NMR and cigarettes per day were log-transformed for analyses (log-transformed NMR = Ln[cotinine/3HC+1]). Associations between participant characteristics and log-transformed NMR were tested using Pearson’s correlations, independent samples t-tests, and one-way ANOVAs. Because the association between sex and NMR is presumably driven by estrogen and may weaken among post-menopausal females (Benowitz et al., 2006; Chenoweth et al., 2014), linear regression tested the relationship between NMR and sex, adjusting for age. As a sensitivity analysis, participant characteristics were tested in association with NMR dichotomized by quartile into slow versus normal/fast metabolism (i.e., lowest quartile of NMR versus three higher quartiles) using independent-samples t-tests, chi-square tests, and logistic regression.

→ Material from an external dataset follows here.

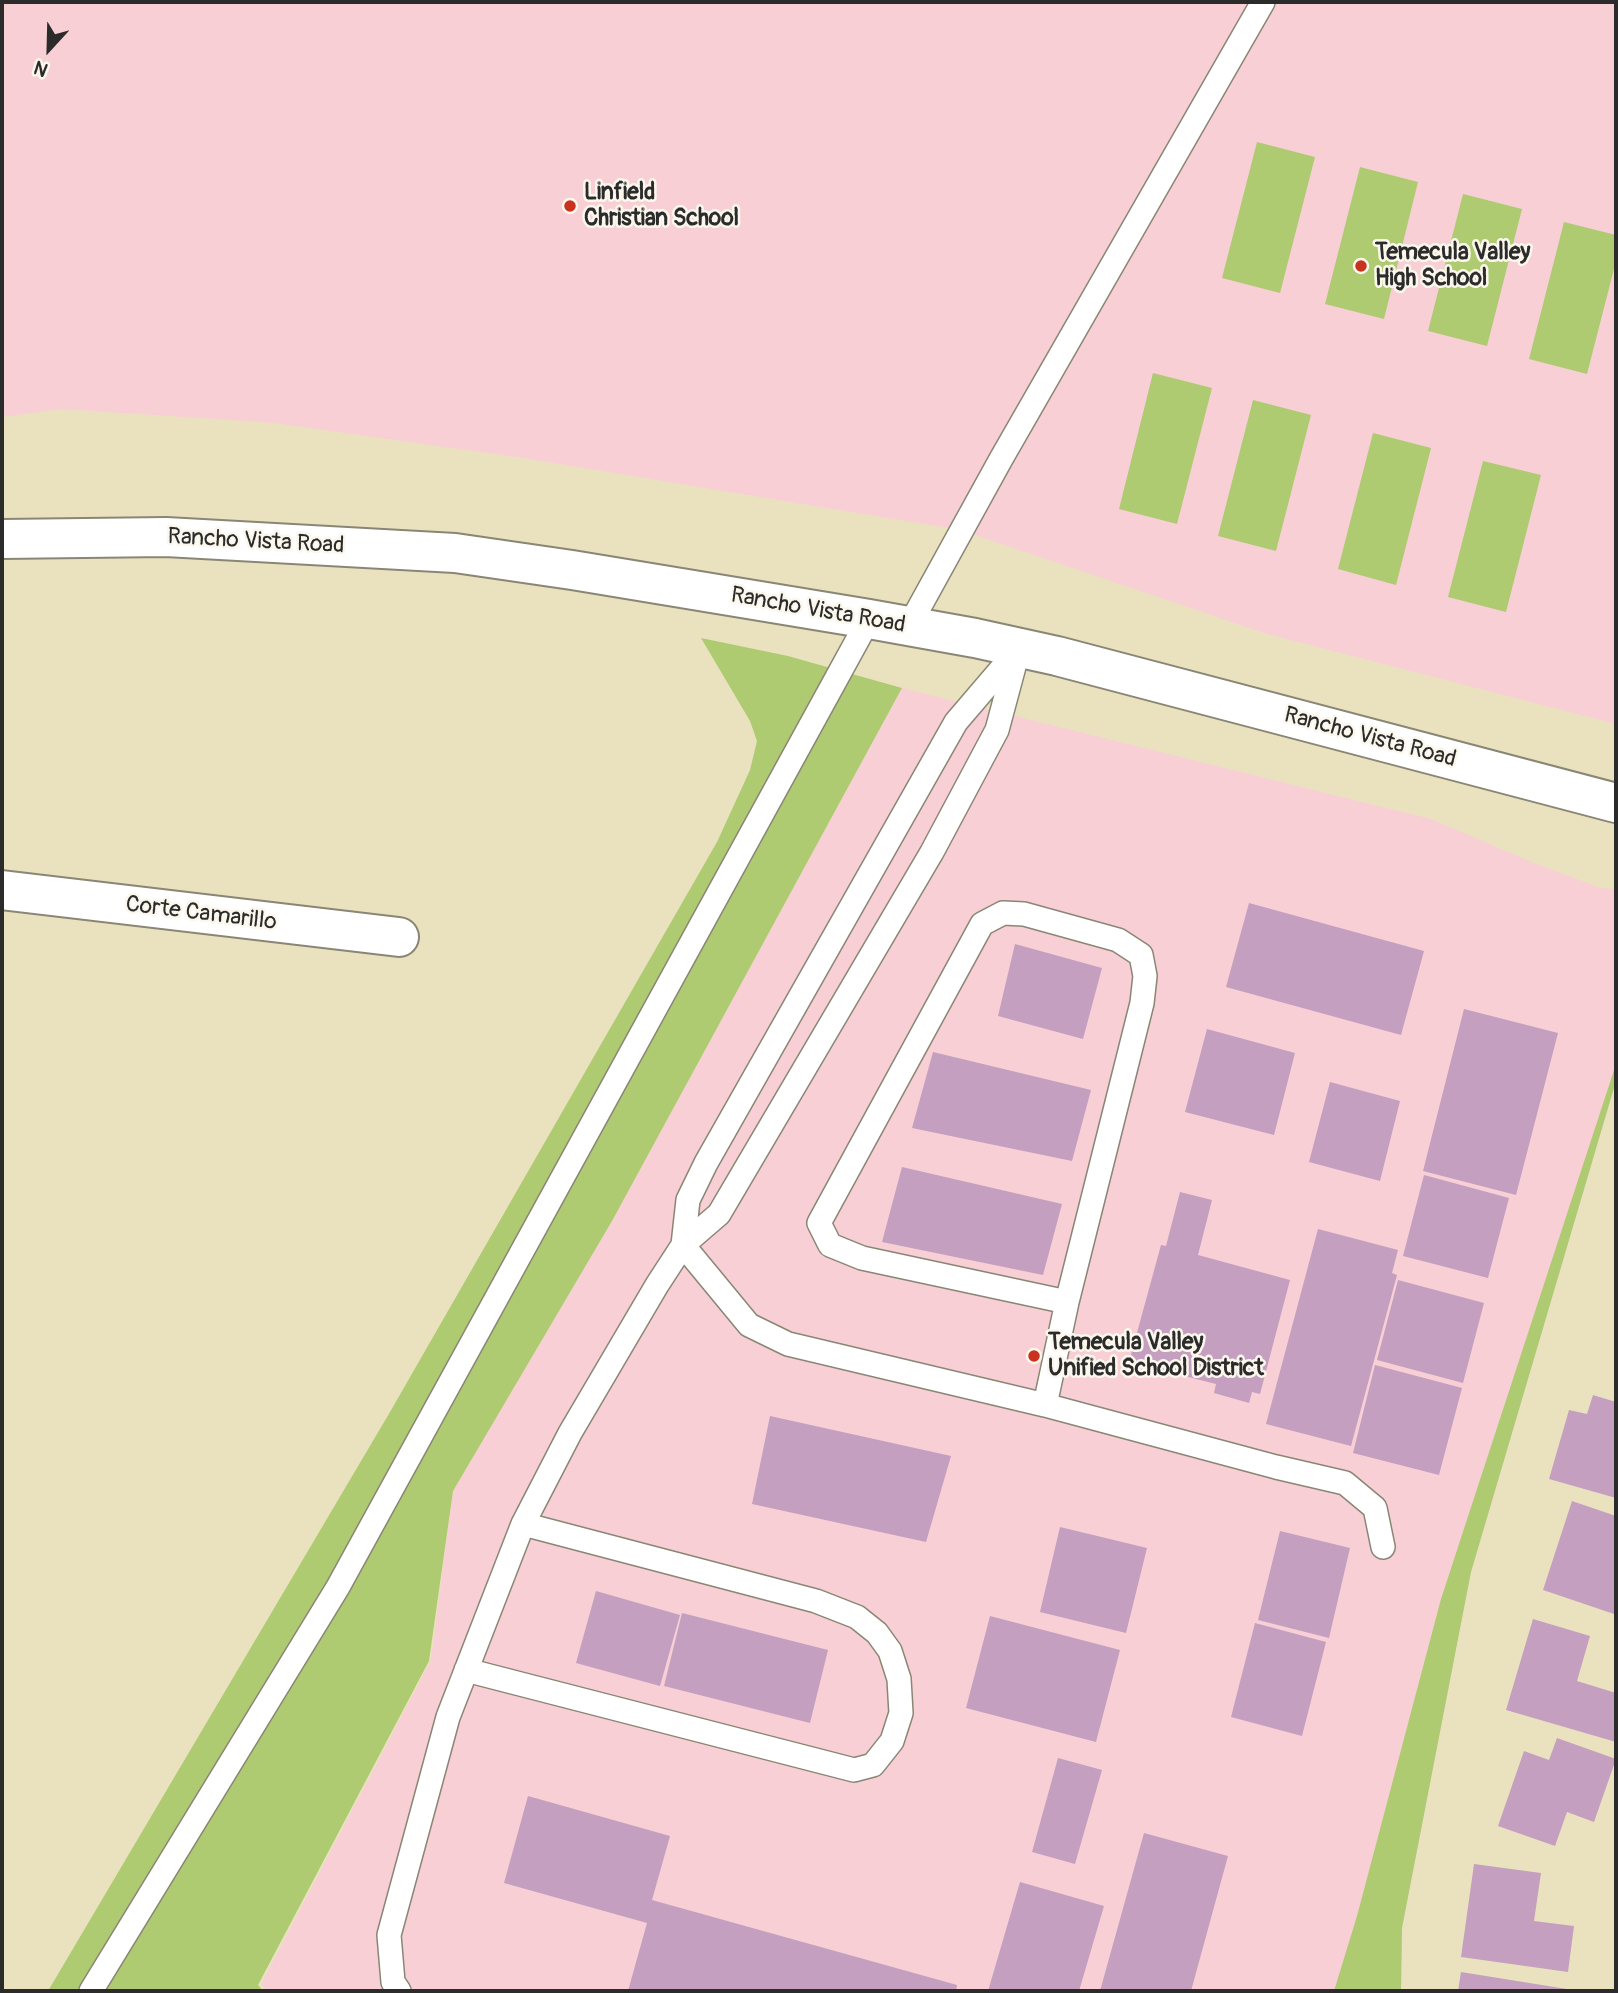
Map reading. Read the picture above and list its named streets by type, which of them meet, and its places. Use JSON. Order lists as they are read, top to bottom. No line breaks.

As a proxy for daily nicotine dose (Ross et al., 2016), the molar sum of 3HC and cotinine was tested in association with participant characteristics using Pearson’s correlations, independent samples t-tests, and one-way ANOVAs. Prior research found that the molar sum of 3HC and cotinine was strongly correlated with daily intake of nicotine (r=.92) (Benowitz, Dains, Dempsey, Yu, & Jacob III, 2010).

Results

Participant characteristics are presented in Table 1. The sample (N=244) was 52.0% male, with a mean age of 47 years (SD=13.8), and mean BMI of 28.3 (SD=7.2), which is in the overweight range. Most participants were of Inupiaq (60.3%) or Yup’ik (27.3%) heritage. Most (85.2%) identified with their heritage “somewhat” to “very much.” Mean NMR was 0.58 (SD=0.35) with a range of 0.02 to 2.65 and a median of 0.51 (IQR: 0.35 – 0.71). On average, participants smoked 12.5 cigarettes per day (SD=10.5), with a range of 1 to 70 and a median of 10. Smoking within 30 minutes of wakening, an indicator of dependence, was reported by 64% of participants. On a scale of 1 (least) to 10 (most), participants rated the difficulty of staying quit at M=6.1 (SD=3.0). Most (65.8%) reported smoking non-menthol cigarettes only; 10.2% used other tobacco products in the past month; 31.1% reported past-month binge drinking; 54.2% past-month cannabis use, and 11.1% reported abstinence from smoking cigarettes at one or more follow-up assessments.

Table 1.

Sample Descriptive Characteristics

M (SD) or N (%)
Demographic characteristics
Age 47.0 (13.8)
Male sex 127 (52.0%)
Body mass index (BMI) 28.2 (7.2)
AN heritage
 Inupiaq 146 (60.3%)
 Yup’ik 66 (27.3%)
 Other (Aleut, Athabascan, Eskimo, Tlingit) 11 (4.5%)
 Multiple 19 (7.9%)
Identification with AN heritage
 Not at all 2 (0.8%)
 Very little 34 (14.0%)
 Somewhat 64 (26.3%)
 Very much 143 (58.8%)
Residence in Nome 61 (25.0%)
Education
 Less than high school 50 (20.6%)
 High school graduate / GED 142 (58.4%)
 Some college or higher 51 (21.0%)
Subjective standing in communitya 5.3 (2.1)
Employment
 Employed 107 (44.0%)
 Unemployed 91 (37.4%)
 Retired, on disability, or other 45 (18.5%)
General health
 Excellent or very good 35 (14.7%)
 Good 94 (39.5%)
 Fair or poor 109 (45.8%)
Tobacco and other substance use
Cigarettes per day 12.5 (10.5)
Smokes within 30 min of waking 153 (64.0%)
Non-menthol use only 160 (65.8%)
Perceived difficulty staying quitb 6.1 (3.0)
Past month other tobacco product use 25 (10.2%)
Tobacco withdrawal symptomsc 7.9 (6.4)
Past-month binge drinking 76 (31.1%)
Past-month cannabis use 130 (54.2%)
Reported abstinence (% yes)d 27 (11.1%)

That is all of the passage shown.